Directions for this task: Search the data for the word "function" and copy each line that has it.

Saved entries:
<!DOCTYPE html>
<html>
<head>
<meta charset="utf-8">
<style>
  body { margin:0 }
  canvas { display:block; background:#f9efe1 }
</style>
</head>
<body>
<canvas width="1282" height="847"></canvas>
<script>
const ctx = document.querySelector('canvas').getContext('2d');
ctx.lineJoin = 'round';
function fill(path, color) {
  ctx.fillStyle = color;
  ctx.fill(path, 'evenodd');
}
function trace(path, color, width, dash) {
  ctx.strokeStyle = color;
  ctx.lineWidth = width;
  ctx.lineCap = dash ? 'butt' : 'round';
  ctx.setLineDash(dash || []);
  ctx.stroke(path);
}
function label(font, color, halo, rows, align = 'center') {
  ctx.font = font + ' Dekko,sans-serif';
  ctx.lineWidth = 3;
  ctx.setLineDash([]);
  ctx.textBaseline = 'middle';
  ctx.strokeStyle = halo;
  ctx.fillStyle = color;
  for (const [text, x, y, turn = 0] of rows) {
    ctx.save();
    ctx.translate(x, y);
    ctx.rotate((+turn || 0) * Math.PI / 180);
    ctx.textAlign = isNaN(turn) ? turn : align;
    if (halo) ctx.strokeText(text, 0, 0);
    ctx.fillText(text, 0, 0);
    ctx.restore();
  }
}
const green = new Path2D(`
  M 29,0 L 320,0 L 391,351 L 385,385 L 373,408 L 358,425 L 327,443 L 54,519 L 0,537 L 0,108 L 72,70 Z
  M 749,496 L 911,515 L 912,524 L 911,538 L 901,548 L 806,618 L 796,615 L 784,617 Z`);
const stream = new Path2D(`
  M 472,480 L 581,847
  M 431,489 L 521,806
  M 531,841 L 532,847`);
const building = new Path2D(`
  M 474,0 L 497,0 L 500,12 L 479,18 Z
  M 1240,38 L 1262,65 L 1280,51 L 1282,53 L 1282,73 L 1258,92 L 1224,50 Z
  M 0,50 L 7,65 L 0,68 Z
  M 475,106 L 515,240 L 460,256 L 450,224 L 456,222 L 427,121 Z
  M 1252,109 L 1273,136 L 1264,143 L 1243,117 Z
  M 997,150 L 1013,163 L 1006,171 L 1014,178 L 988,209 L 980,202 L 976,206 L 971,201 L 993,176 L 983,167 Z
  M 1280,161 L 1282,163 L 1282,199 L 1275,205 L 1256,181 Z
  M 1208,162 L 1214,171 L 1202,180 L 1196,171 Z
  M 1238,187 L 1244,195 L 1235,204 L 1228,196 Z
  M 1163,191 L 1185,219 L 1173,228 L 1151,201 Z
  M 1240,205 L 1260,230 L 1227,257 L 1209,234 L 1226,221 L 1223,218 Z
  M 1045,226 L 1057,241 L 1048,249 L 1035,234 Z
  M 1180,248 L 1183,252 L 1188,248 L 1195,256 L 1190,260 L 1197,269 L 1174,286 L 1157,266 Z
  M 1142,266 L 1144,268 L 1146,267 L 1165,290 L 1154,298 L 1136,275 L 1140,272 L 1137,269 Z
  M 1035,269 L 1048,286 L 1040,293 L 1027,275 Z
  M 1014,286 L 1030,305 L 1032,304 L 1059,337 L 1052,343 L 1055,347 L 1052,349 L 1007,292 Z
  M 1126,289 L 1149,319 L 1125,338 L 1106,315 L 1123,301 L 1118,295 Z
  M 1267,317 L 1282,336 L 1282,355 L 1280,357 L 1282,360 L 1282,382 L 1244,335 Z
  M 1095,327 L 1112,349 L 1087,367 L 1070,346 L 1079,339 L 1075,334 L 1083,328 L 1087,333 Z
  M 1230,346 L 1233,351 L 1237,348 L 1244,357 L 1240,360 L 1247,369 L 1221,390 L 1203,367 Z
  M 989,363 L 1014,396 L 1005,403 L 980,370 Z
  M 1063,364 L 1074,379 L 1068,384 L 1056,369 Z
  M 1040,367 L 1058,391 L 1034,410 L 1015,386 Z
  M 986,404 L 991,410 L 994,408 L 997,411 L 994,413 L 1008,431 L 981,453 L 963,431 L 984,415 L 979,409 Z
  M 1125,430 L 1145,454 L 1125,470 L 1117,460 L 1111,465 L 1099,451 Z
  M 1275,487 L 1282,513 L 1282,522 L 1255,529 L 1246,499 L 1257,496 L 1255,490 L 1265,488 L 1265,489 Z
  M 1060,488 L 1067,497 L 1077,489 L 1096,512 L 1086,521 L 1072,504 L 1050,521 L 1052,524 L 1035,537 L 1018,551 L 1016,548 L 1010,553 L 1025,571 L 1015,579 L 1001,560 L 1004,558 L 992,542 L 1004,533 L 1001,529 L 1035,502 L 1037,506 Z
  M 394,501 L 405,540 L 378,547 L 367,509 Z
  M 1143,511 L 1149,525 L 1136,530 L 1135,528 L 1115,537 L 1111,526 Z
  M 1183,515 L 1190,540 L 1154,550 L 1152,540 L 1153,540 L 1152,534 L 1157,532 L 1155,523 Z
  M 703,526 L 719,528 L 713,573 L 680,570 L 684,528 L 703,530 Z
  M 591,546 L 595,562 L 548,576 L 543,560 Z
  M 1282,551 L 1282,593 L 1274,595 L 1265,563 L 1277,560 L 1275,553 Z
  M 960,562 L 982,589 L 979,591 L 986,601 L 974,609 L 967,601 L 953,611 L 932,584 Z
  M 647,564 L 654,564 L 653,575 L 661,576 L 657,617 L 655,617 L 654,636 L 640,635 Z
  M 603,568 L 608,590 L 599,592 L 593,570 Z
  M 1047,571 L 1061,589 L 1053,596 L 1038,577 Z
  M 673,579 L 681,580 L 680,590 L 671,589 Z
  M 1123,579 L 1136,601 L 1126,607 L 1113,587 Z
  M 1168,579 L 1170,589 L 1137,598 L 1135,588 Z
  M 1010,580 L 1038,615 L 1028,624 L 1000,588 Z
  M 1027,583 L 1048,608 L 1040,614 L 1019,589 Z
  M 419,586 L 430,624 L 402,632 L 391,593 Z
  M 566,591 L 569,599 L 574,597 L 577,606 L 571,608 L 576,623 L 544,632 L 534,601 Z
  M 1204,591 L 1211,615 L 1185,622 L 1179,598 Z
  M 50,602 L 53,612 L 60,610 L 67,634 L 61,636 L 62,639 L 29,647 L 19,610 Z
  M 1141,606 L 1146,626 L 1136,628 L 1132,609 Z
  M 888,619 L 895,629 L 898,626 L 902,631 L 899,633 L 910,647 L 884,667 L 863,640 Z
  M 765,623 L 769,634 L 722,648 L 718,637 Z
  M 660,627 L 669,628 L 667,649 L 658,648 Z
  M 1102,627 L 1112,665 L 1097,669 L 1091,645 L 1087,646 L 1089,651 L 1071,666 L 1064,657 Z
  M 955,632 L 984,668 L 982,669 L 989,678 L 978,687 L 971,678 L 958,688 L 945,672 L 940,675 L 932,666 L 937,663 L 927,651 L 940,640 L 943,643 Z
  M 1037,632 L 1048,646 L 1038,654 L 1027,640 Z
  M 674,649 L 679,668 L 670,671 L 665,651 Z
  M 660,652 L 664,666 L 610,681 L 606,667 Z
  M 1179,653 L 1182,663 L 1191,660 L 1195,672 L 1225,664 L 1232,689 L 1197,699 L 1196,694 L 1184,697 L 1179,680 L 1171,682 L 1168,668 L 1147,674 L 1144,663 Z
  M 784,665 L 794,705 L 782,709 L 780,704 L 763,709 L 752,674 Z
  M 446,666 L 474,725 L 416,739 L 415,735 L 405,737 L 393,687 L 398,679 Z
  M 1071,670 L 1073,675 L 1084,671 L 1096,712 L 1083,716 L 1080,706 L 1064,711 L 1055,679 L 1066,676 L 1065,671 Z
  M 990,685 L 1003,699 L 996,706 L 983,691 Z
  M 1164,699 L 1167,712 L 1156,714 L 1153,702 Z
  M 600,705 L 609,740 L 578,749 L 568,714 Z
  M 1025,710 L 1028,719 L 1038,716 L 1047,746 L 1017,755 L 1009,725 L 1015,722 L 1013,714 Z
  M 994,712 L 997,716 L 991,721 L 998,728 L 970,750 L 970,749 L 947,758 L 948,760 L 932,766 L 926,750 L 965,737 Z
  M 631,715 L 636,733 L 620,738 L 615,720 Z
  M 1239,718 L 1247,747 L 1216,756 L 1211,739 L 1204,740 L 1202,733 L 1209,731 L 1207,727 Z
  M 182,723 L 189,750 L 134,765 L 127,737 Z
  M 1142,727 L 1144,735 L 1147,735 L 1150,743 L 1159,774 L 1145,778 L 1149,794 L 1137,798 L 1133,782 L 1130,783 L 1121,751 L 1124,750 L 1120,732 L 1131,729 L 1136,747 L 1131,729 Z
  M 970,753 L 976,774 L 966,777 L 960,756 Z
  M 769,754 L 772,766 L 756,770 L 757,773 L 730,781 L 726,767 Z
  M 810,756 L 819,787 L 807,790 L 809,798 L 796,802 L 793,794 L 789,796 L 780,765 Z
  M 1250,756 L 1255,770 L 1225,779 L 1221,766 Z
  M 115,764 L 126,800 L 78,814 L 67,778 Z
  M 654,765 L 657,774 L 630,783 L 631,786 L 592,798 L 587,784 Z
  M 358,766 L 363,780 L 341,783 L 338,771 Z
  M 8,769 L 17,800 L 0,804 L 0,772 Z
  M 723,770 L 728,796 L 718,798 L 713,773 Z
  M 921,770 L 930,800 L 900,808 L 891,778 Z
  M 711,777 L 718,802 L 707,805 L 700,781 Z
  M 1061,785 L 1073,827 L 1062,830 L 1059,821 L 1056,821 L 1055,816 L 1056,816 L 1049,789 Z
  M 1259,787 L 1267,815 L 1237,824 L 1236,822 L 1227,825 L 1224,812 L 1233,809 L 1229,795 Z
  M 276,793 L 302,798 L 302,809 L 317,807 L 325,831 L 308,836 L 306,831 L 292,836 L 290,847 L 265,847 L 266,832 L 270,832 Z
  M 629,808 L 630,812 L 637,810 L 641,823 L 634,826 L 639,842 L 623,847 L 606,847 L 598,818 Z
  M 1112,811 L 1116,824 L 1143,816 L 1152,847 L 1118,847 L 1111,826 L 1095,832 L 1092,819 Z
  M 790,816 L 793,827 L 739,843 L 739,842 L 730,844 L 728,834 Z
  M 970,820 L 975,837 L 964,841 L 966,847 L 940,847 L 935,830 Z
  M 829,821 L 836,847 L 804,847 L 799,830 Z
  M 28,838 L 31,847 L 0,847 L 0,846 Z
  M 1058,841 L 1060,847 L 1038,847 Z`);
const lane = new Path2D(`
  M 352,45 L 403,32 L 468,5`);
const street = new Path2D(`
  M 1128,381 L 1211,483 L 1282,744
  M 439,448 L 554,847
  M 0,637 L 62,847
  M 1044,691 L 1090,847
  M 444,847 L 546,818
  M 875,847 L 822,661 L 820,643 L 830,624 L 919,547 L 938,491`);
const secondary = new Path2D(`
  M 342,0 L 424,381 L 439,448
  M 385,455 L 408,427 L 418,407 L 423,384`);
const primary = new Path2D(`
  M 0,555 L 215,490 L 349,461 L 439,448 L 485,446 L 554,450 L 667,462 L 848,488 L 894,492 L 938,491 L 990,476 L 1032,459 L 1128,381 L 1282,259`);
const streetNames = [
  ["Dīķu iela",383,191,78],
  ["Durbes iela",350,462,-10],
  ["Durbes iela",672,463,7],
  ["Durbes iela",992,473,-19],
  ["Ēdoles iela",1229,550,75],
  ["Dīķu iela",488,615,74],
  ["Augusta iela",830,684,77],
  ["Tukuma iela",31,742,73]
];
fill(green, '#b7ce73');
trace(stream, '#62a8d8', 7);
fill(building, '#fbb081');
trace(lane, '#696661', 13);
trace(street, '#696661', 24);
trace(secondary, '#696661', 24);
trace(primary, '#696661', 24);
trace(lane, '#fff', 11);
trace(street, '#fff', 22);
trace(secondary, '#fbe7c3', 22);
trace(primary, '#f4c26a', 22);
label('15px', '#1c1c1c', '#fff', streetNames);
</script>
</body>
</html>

Task result:
function fill(path, color) {
function trace(path, color, width, dash) {
function label(font, color, halo, rows, align = 'center') {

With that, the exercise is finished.